In practice passengers do not conveniently arrive in batches equal to 80% of the rated car
capacity nor do they register the same number of destinations during each trip. The effect of
this randomness is to cause the lifts to take different times to carry out a round trip and they
become unevenly spaced. This effect is called bunching.
The overall passenger average waiting times will increase and queues develop.

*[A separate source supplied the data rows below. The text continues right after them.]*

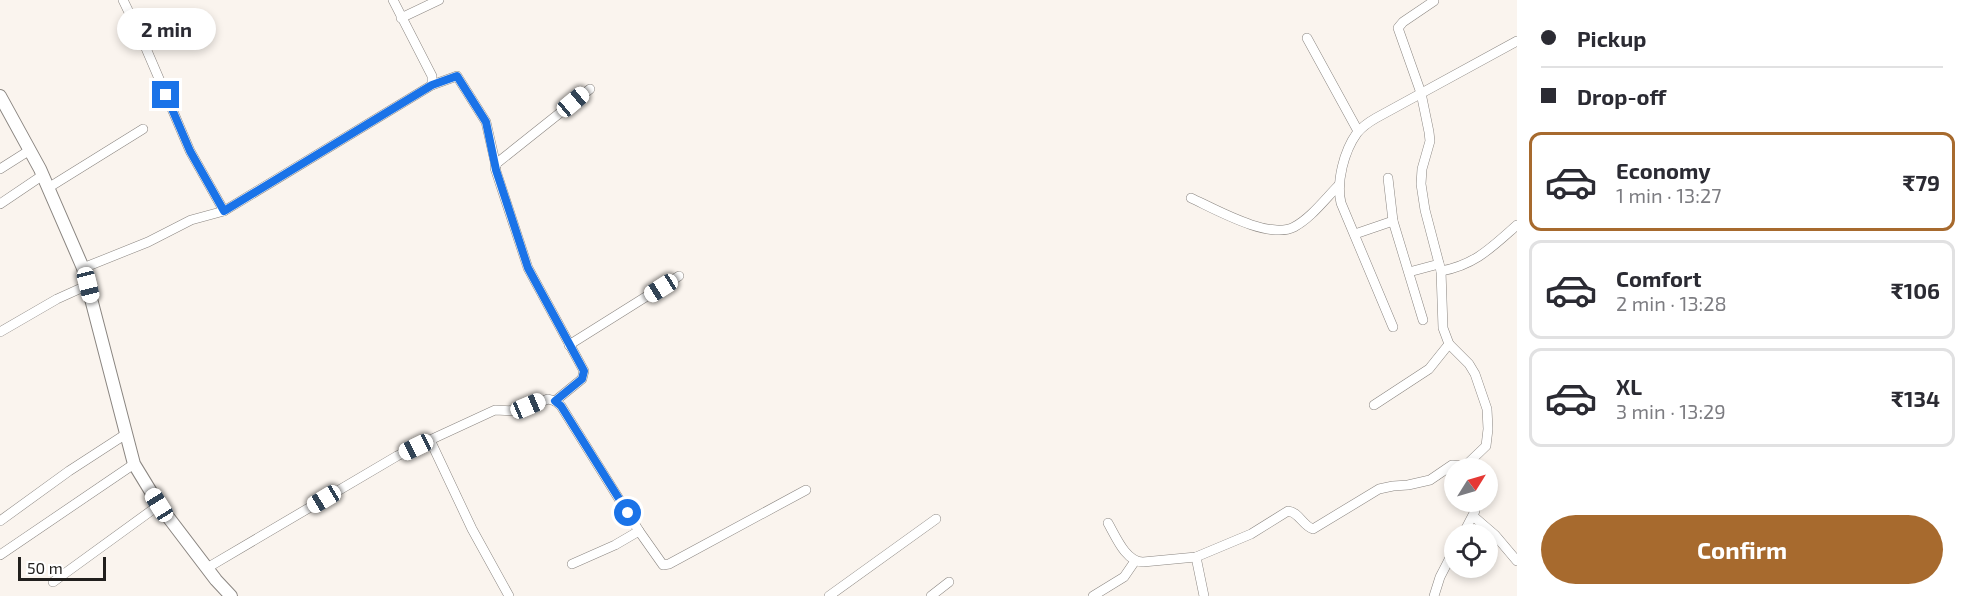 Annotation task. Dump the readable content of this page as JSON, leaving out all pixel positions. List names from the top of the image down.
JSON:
{
  "scale_bar": "50 m",
  "north": "top right",
  "page": {
    "banner": ["Pickup", "Drop-off"],
    "bubble": "2 min",
    "list": [
      {
        "name": "Economy",
        "note": "1 min · 13:27",
        "value": "₹79"
      },
      {
        "name": "Comfort",
        "note": "2 min · 13:28",
        "value": "₹106"
      },
      {
        "name": "XL",
        "note": "3 min · 13:29",
        "value": "₹134"
      }
    ],
    "buttons": "Confirm",
    "scale": "50 m"
  }
} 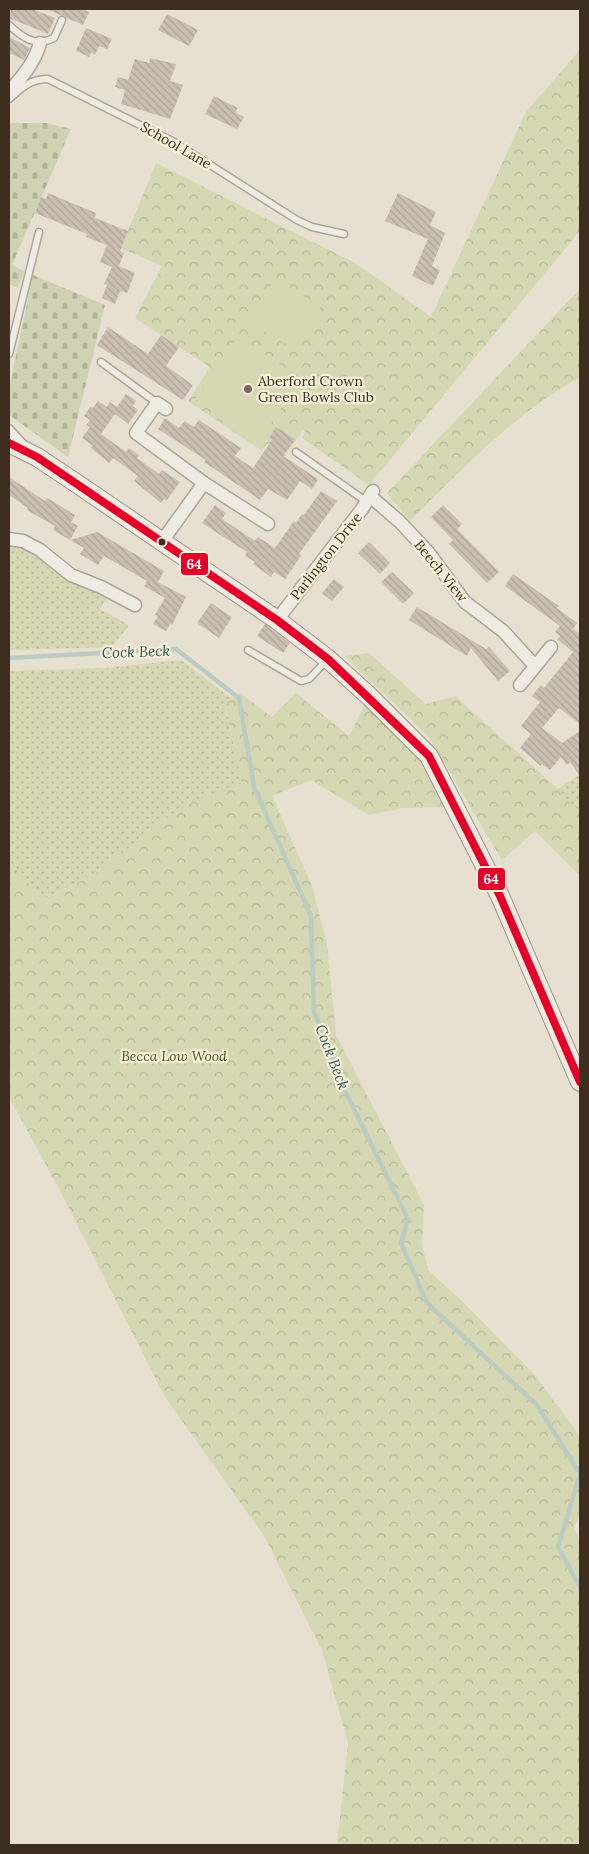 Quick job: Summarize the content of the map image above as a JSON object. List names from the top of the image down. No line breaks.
{"streets":{"street":["Parlington Drive","Beech View"],"lane":["School Lane"]},"crossings":[["Parlington Drive","Beech View"]],"water":["Cock Beck"],"parks":["Becca Low Wood"],"places":["Aberford Crown Green Bowls Club"],"lines":["transit line 64"]}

It is generally accepted that passengers arrive into a lift system according to the Poisson
probability theory. Work by Alexandris (1975) confirmed that Poisson distribution must be a
good approximation to the actual empirical distribution.
It can be shown that the Poisson probability distribution functions will always give smaller
H and S than that obtained by the rectangular probability distribution. That is to say, the
equations for H and S above always yield more conservative results and thus are used in
most design handbooks.
Average passenger transfer time
The average passenger transfer time (entry or exit) can be taken as 1.2 seconds each way. This
time could be reduced for single cars, but increased for groups. The time may be increased for
small door openings and reduced for large door openings.
For situations where passengers are elderly, or have no reason to rush, the transfer time should be
increased to 2 seconds.
ISO 4190-6 considers a passenger transfer time of 1.75 seconds suitable for residential buildings.
K.F. Chan (Mr.)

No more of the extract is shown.